I wanted to solve the following system of integro-differential equations (IDEs) using finite difference method (FDM).

$y_1''(t)+t^2y_1(t)-y_2''(t)+\int\limits_0^t[(t-x)y_1(x)+y_2(x)]\mathrm{d}x=(2+t^2)\mathrm{e}^t-t-\cos t+\sin t$

$4t^3y_1'(t)+6t^2y_1(t)+y_2'''(t)+\int\limits_0^t[y_1(x)+(t+x)y_2(x)]\mathrm{d}x=\sin t-(1+2t)\cos t+\mathrm{e}^t(1+6t^2+4t^3)+t-1$

with initial conditions $y_1(0)=y_1'(0)=1$, $y_2(0)=y_2''(0)=0$ and $y_2'(0)=1$.

The exact solutions to this system are $y_1(t)=\mathrm{e}^t$ and $y_2(t)=\sin t$.

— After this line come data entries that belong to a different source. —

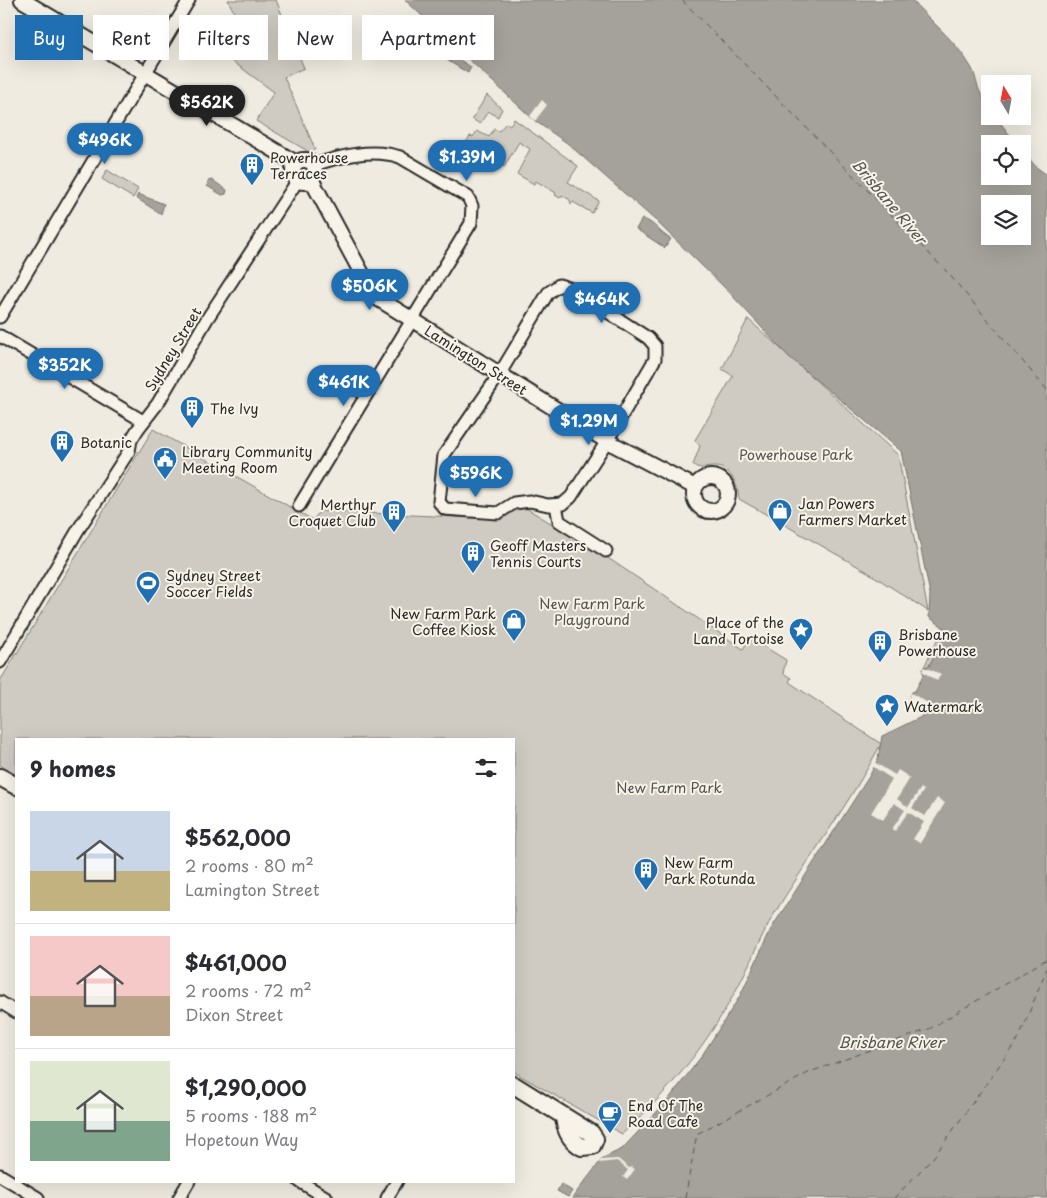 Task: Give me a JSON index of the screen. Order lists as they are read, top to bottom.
{
  "streets": {
    "street": ["Sydney Street", "Lamington Street"]
  },
  "crossings": [
    ["Sydney Street", "Lamington Street"]
  ],
  "water": ["Brisbane River"],
  "parks": ["Powerhouse Park", "New Farm Park Playground", "New Farm Park"],
  "places": {
    "building": [
      "Powerhouse Terraces",
      "The Ivy",
      "Botanic",
      "Merthyr Croquet Club",
      "Geoff Masters Tennis Courts",
      "Brisbane Powerhouse",
      "New Farm Park Rotunda"
    ],
    "public building": ["Library Community Meeting Room"],
    "shop": ["Jan Powers Farmers Market", "New Farm Park Coffee Kiosk"],
    "sports": ["Sydney Street Soccer Fields"],
    "place": ["Place of the Land Tortoise", "Watermark"],
    "cafe": ["End Of The Road Cafe"]
  },
  "north": "top",
  "page": {
    "chip": [
      "Buy",
      "Rent",
      "Filters",
      "New",
      "Apartment"
    ],
    "price": [
      "$562K",
      "$496K",
      "$1.39M",
      "$506K",
      "$464K",
      "$352K",
      "$461K",
      "$1.29M",
      "$596K"
    ],
    "heading": "9 homes",
    "list": [
      {
        "name": "$562,000",
        "note": "2 rooms · 80 m² · Lamington Street"
      },
      {
        "name": "$461,000",
        "note": "2 rooms · 72 m² · Dixon Street"
      },
      {
        "name": "$1,290,000",
        "note": "5 rooms · 188 m² · Hopetoun Way"
      }
    ]
  }
}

I have used the following code developed by xzczd in another post :

 max = 2; 

SetAttributes[{int1, int2}, Listable]; 
eq = {Derivative[2][y1][t] + t^2*y1[t] - Derivative[2][y2][t] + 
     int1[t] - ((2 + t^2)*E^t - t - Cos[t] + Sin[t]), 
    4*t^3*Derivative[1][y1][t] + 6*t^2*y1[t] + Derivative[3][y2][t] +           
     int2[t] - (Sin[t] - (1 + 2*t)*Cos[t] + 
       E^t*(1 + 6*t^2 + 4*t^3) + t - 1)} == 0; 
kernel11[t_, x_] = (t - x)*y1[x] + y2[x]; 
kernel21[t_, x_] = y1[x] + (t + x)*y2[x]; 
bc = {y1[0] == 1, Derivative[1][y1][0] == 1, y2[0] == 0, 
   Derivative[1][y2][0] == 1, Derivative[2][y2][0] == 0}; 

points = 25; 
difforder = 5; 
domain = {0, max}; 
{nodes, weights} = 
  Most[NIntegrate`GaussRuleData[points, MachinePrecision]]; 
midgrid = Rescale[nodes, {0, 1}, domain]; 
intrule1 = 
  int1[t_] :> (-Subtract @@ domain)*
    weights . (kernel11[t, #1] & ) /@ midgrid; 
intrule2 = 
  int2[t_] :> (-Subtract @@ domain)*
    weights . (kernel21[t, #1] & ) /@ midgrid; 

grid = Flatten[{First[domain], midgrid, Last[domain]}]; 

ptoafunc = pdetoae[{y1[t], y2[t]}, grid, difforder]; 
fullae = ptoafunc[eq] /. Flatten[{intrule1, intrule2}]; 
aebc = ptoafunc[bc]; 
{blst, mat} = 
  CoefficientArrays[Flatten[{fullae, aebc}], 
   Flatten[{y1 /@ grid, y2 /@ grid}]]; 
sollst = LeastSquares[N[mat], -blst]; 

sol1 = Interpolation[Transpose[{grid, sollst[[1 ;; Length[grid]]]}]]; 
sol2 = Interpolation[
   Transpose[{grid, sollst[[Length[grid] + 1 ;; 2*Length[grid]]]}]]; 

Plot[{E^y1, Re[sol1[y1]]}, {y1, 0, max}, PlotRange -> {Full, {-5, 5}}]
Plot[{Sin[y2], Re[sol2[y2]]}, {y2, 0, max}, PlotRange -> All]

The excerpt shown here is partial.